Saved data entries.
....

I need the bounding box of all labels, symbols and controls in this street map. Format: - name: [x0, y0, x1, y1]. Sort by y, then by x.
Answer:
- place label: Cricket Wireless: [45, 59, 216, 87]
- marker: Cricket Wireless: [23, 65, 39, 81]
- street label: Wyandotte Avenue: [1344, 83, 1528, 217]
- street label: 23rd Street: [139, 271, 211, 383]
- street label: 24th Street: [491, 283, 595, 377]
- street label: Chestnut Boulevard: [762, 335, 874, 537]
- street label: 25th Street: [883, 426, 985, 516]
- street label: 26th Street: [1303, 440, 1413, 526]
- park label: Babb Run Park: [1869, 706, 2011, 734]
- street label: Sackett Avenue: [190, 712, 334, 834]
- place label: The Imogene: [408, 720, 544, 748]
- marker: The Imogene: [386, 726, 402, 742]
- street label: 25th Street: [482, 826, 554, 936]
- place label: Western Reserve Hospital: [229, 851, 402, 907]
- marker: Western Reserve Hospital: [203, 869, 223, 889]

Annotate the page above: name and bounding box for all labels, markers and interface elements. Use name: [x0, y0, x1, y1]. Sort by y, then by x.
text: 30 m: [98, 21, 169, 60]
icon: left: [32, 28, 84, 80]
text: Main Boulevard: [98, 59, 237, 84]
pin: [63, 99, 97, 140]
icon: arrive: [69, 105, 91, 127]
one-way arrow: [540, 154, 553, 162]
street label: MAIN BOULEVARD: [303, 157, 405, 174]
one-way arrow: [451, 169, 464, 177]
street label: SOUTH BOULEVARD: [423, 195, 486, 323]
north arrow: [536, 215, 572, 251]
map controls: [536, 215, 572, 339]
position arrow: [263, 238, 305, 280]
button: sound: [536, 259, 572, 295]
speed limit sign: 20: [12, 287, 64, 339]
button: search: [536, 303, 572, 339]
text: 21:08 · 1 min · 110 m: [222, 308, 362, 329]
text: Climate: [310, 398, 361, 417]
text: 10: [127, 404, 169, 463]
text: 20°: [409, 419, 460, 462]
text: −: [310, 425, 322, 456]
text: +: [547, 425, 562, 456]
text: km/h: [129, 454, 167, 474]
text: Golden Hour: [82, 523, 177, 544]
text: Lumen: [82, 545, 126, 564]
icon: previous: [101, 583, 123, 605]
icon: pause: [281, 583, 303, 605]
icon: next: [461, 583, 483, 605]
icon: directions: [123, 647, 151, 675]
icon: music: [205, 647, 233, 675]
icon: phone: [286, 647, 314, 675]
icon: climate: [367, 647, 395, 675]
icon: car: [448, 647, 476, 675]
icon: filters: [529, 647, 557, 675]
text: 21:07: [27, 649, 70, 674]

....

Output the data once more, exactly as it appears above.

I need the bounding box of all labels, symbols and controls in this street map. Format: - name: [x0, y0, x1, y1]. Sort by y, then by x.
Answer:
- place label: Cricket Wireless: [45, 59, 216, 87]
- marker: Cricket Wireless: [23, 65, 39, 81]
- street label: Wyandotte Avenue: [1344, 83, 1528, 217]
- street label: 23rd Street: [139, 271, 211, 383]
- street label: 24th Street: [491, 283, 595, 377]
- street label: Chestnut Boulevard: [762, 335, 874, 537]
- street label: 25th Street: [883, 426, 985, 516]
- street label: 26th Street: [1303, 440, 1413, 526]
- park label: Babb Run Park: [1869, 706, 2011, 734]
- street label: Sackett Avenue: [190, 712, 334, 834]
- place label: The Imogene: [408, 720, 544, 748]
- marker: The Imogene: [386, 726, 402, 742]
- street label: 25th Street: [482, 826, 554, 936]
- place label: Western Reserve Hospital: [229, 851, 402, 907]
- marker: Western Reserve Hospital: [203, 869, 223, 889]

Annotate the page above: name and bounding box for all labels, markers and interface elements. Use name: [x0, y0, x1, y1]. Sort by y, then by x.
text: 30 m: [98, 21, 169, 60]
icon: left: [32, 28, 84, 80]
text: Main Boulevard: [98, 59, 237, 84]
pin: [63, 99, 97, 140]
icon: arrive: [69, 105, 91, 127]
one-way arrow: [540, 154, 553, 162]
street label: MAIN BOULEVARD: [303, 157, 405, 174]
one-way arrow: [451, 169, 464, 177]
street label: SOUTH BOULEVARD: [423, 195, 486, 323]
north arrow: [536, 215, 572, 251]
map controls: [536, 215, 572, 339]
position arrow: [263, 238, 305, 280]
button: sound: [536, 259, 572, 295]
speed limit sign: 20: [12, 287, 64, 339]
button: search: [536, 303, 572, 339]
text: 21:08 · 1 min · 110 m: [222, 308, 362, 329]
text: Climate: [310, 398, 361, 417]
text: 10: [127, 404, 169, 463]
text: 20°: [409, 419, 460, 462]
text: −: [310, 425, 322, 456]
text: +: [547, 425, 562, 456]
text: km/h: [129, 454, 167, 474]
text: Golden Hour: [82, 523, 177, 544]
text: Lumen: [82, 545, 126, 564]
icon: previous: [101, 583, 123, 605]
icon: pause: [281, 583, 303, 605]
icon: next: [461, 583, 483, 605]
icon: directions: [123, 647, 151, 675]
icon: music: [205, 647, 233, 675]
icon: phone: [286, 647, 314, 675]
icon: climate: [367, 647, 395, 675]
icon: car: [448, 647, 476, 675]
icon: filters: [529, 647, 557, 675]
text: 21:07: [27, 649, 70, 674]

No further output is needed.